INSIGHTFUL: Insight Generation through Clinical Annotation, Analysis, and Modeling of Suicide-Related Factors towards Understanding and Lifesaving
Listed in
This article is not in any list yet, why not save it to one of your lists.Abstract
Objective
Suicide is a critical medical and public health challenge, particularly among individuals with mental illnesses in safety-net hospitals. To uncover insights about suicidality embedded in unstructured clinical notes, we propose to annotate, analyze, and model a corpus for suicidality understanding and lifesaving.
Methods
A multidisciplinary panel developed an annotation guideline to capture four key suicide-related factors: Suicidal Ideation (SI), Suicide Attempt (SA), Exposure to Suicide (ES), and Non-Suicidal Self-Injury (NSSI).
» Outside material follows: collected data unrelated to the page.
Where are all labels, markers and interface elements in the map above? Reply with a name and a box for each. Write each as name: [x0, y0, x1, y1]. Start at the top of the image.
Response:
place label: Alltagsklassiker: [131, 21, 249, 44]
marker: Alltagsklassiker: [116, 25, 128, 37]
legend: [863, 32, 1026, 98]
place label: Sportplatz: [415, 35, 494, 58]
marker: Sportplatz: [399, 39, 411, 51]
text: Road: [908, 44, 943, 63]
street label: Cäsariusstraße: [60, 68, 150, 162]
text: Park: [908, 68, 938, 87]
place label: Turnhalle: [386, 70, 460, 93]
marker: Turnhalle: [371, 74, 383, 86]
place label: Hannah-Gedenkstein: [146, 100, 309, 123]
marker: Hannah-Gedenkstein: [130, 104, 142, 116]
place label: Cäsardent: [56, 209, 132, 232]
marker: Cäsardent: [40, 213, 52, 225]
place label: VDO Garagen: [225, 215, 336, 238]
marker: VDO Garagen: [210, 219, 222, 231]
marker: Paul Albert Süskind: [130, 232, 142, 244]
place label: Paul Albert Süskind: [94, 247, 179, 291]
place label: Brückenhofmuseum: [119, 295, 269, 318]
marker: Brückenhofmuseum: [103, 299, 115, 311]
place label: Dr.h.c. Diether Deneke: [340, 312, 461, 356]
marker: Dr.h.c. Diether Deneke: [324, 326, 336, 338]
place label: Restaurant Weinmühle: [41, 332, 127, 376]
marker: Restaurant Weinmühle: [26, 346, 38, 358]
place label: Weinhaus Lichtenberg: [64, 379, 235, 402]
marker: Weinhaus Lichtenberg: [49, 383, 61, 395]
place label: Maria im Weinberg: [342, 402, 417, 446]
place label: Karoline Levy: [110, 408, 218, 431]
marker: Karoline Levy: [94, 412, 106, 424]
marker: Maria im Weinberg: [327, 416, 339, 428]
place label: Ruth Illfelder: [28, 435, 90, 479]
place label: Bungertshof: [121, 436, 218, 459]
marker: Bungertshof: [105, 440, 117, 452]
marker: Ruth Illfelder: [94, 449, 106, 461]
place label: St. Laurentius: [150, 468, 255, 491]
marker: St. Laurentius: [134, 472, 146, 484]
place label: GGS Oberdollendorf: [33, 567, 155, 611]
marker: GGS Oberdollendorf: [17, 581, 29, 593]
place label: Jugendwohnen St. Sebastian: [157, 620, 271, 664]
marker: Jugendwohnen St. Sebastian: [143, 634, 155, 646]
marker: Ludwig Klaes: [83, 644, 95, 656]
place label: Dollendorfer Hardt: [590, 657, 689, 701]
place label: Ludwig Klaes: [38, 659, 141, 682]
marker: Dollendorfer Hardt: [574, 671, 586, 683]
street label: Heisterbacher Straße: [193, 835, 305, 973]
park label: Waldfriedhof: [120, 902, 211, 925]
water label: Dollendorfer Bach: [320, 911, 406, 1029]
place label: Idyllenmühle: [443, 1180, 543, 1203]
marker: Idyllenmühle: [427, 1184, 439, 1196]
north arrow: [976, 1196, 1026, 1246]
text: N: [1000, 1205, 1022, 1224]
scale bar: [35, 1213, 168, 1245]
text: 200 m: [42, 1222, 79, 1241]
We created an annotated corpus of 500 notes through a clinically validated annotation process and performed cohort analysis to characterize demographic and suicidal distributions. A large language model was deployed for automatic classification.
Results
The annotated corpus was created with a Cohen’s Kappa of 0.95 and further de-identified for data sharing. Most notes (79.4%) contained one (34.4%) or more (45%) suicide-related labels, with SI and SA co-occurrence as the most frequent combination (35.6%), which demonstrates significant overlap. The cohort was characterized with a mean age of 33.4, 51.7% male, and 75.8% singles. Prevalent stressors included unemployment (24.2%), homelessness (12.0%), limited healthcare access (5.4%), and legal challenges (5.0%). We identified four key insights to improve documenting suicidality, including implicitness, confliction, ambiguity, and definition coverage incompleteness. The baseline model achieved a micro-averaged F1 score of 0.70, demonstrating satisfying performance in multi-label classification.
Conclusion
The near-perfect inter-annotator agreement underscores the proposed annotation process and data quality. Cohort analysis highlights the distribution and documentation insights of suicidality. Data modeling demonstrates the potential of insight generation via AI-powered methods for mining large-scale clinical notes.